No obstante, Duke Nukem fue una saga que se ahogó antes de acabar el milenio y es que con su tercera entrega, llegó el anuncio en 1997 de Duke Nukem Forever, un auténtico desastre que llevaría a la desaparición del estudio estadounidense y a una de las secuelas tardías más decepcionante. Esta cuarta entrega ha copado muchos titulares con los años acerca de cómo gestionó el estudio texano el desarrollo, pero este mes ha visto filtrado una curiosa versión previa al lanzamiento y que dejaría en pañales a su homónima de 2011.

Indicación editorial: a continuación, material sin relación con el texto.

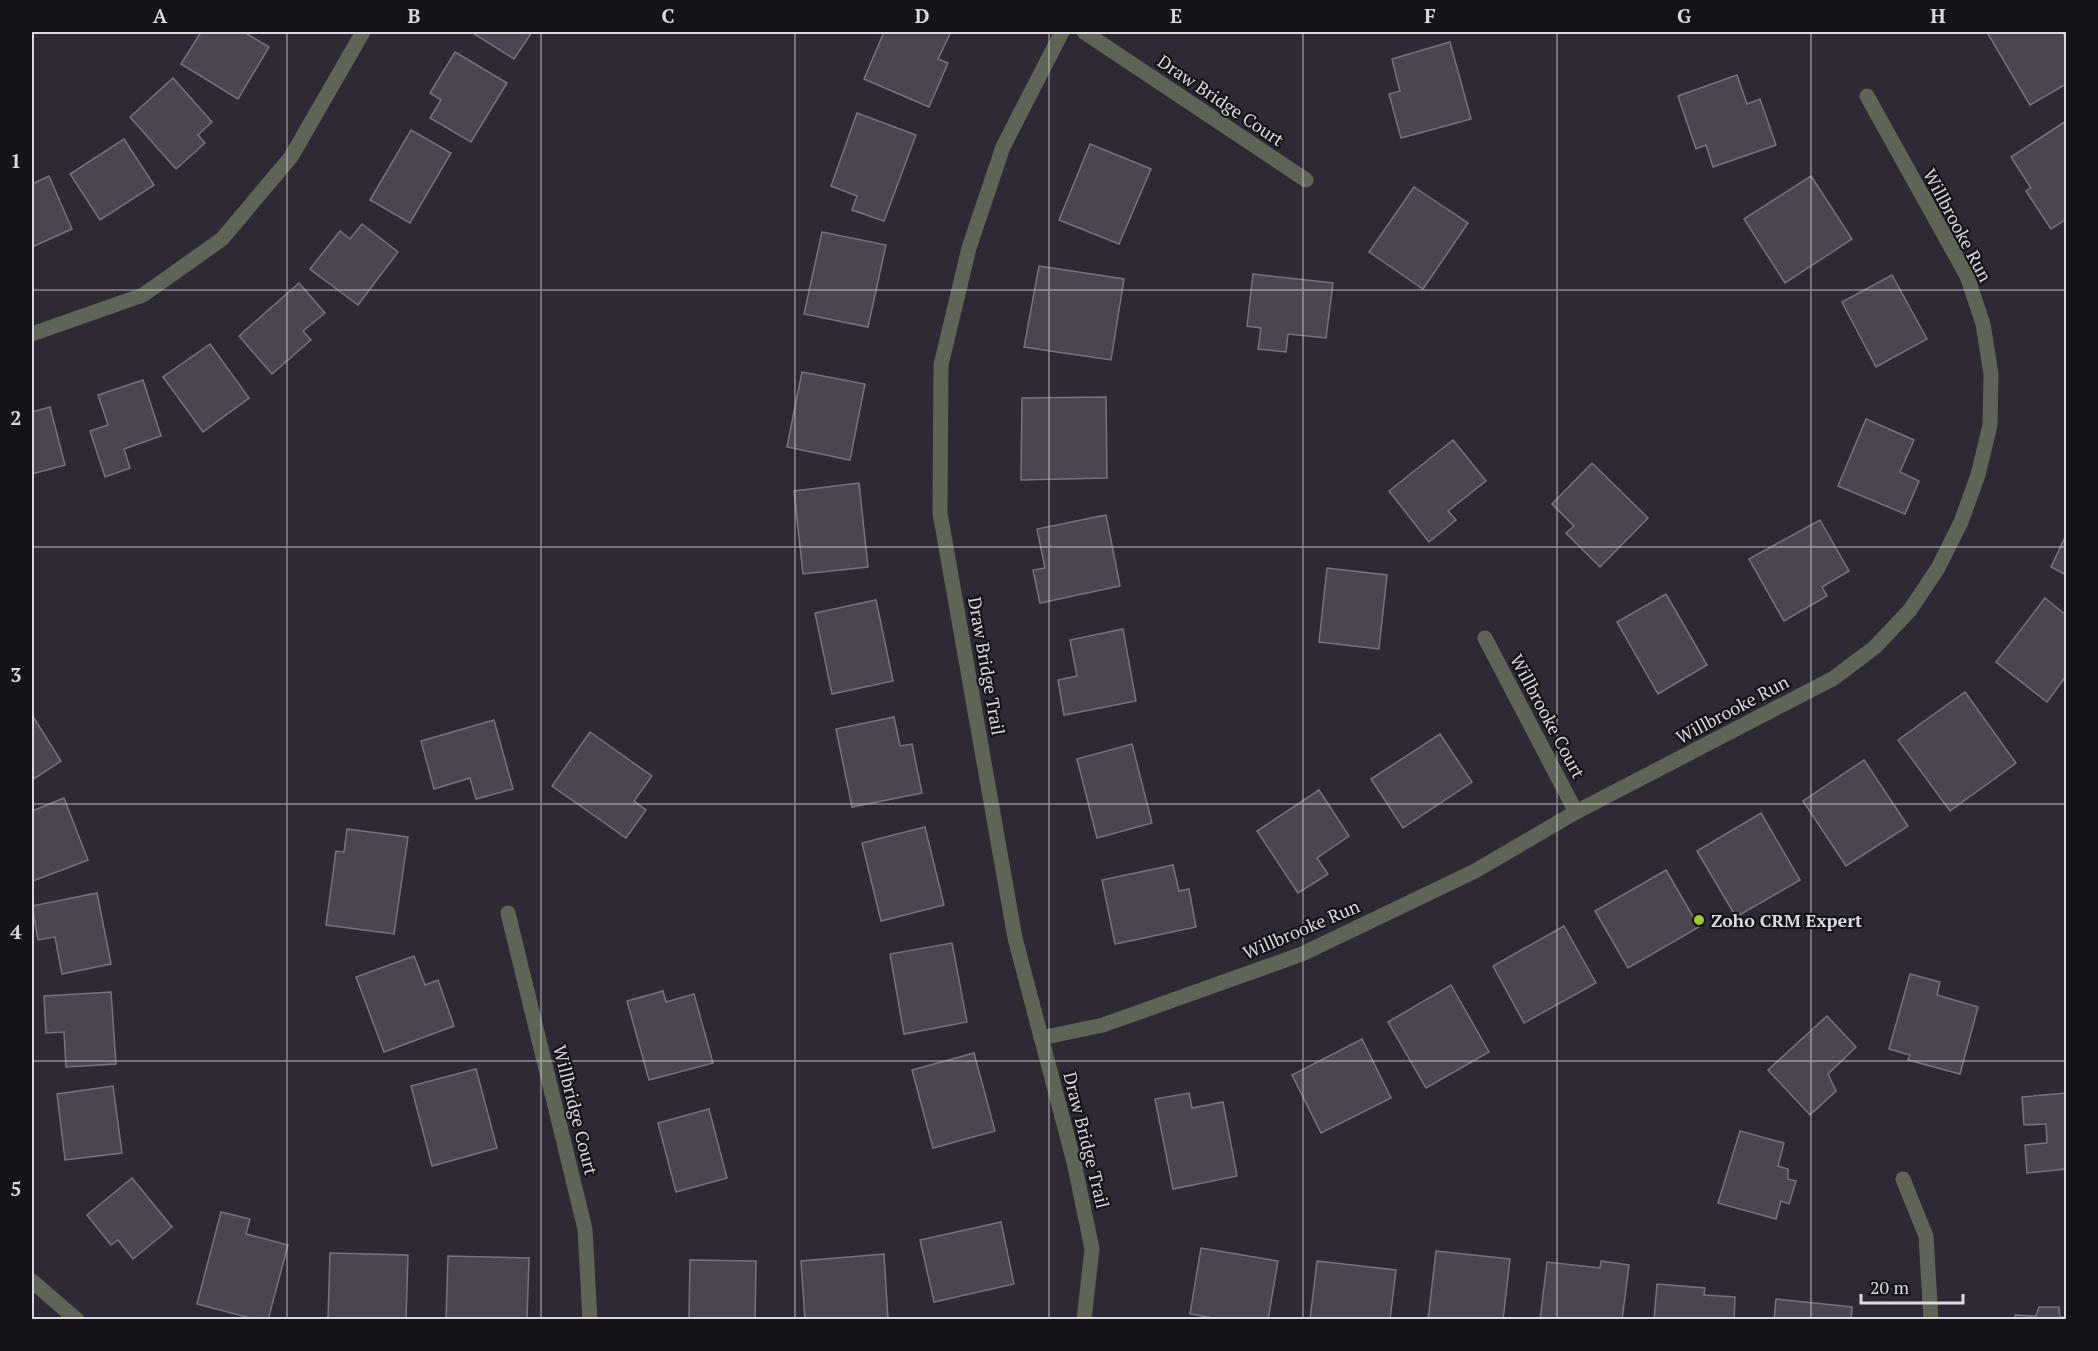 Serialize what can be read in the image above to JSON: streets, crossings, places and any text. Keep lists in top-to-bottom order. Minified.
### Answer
{"streets":{"street":["Draw Bridge Court","Willbrooke Run","Draw Bridge Trail","Willbrooke Court","Willbridge Court"]},"crossings":[["Willbrooke Run","Draw Bridge Trail"],["Willbrooke Run","Willbrooke Court"]],"places":["Zoho CRM Expert"],"scale_bar":"20 m","grid":{"columns":["A","B","C","D","E","F","G","H"],"rows":["1","2","3","4","5"]}}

Es por ello por lo que Scott Miller, fundador de Apogee Software —el nombre original de 3D Realms que aún se conserva como marca comercial del mismo— ha comunicado en el blog del estudio no saber quién o qué grupo es causante de esta filtración, pero tras años de verdades a medias, ha arrojado luz sobre el desarrollo. Si bien su desarrollo comenzó en 1997, para 2007, 3D Realms había distribuido títulos como Max Payne, Max Payne 2, Shadow Warrior o Prey, de Human Head Studios, mientras su propio equipo no conseguía sacar adelante este Duke Nukem Forever.

Según comenta Miller, "Duke Nukem Forever era un pozo de dinero constante para la empresa aún con potentes juegos editados por nosotros, lo que acabó con 3D Realms como la conocimos". Gran parte de la culpa, asegura el fundador del estudio, se debió a que el equipo encargado estuvo funcionando a menos del 50% de su capacidad sin una hoja de ruta fijada, por lo que la situación de puertas para adentro era de inestabilidad constante.

De hecho, en 2004, con nada menos que 7 años de desarrollo sin una versión definitiva del juego a la vista, fue el propio Scott Miller quien decidió que la mejor idea era "ceder la IP a otro estudio, en este caso Digital Extremes", padres de Warframe. Esta idea, apoyada por Take Two —distribuidores GTA 5 o Red Dead Redemption 2—, de delegar en otro estudio el desarrollo habría eliminado la presión de 3D Realms a la vez que la inversión en el desarrollo se detenía, pero "esta idea acabó rechazada por el propio estudio".

El desenlace, lejos del consiguiente hundimiento de 3D Realms —que llevó a la posterior compra por parte de Embracer Group— se tradujo en la venta de la IP a Gearbox Software, desarrolladores de Borderlands, quien reinició el desarrollo y sacó al mercado el nefasto Duke Nukem Forever de 2011. De hecho, Miller acaba el post añadiendo que la compra de Embracer Group, aunque significó la salvación del estudio como tal, se tradujo en la "pérdida de nuestro equipo de desarrollo y el nombre de 3D Realm ahora es propiedad de alguien que no tiene conexión con nuestro pasado".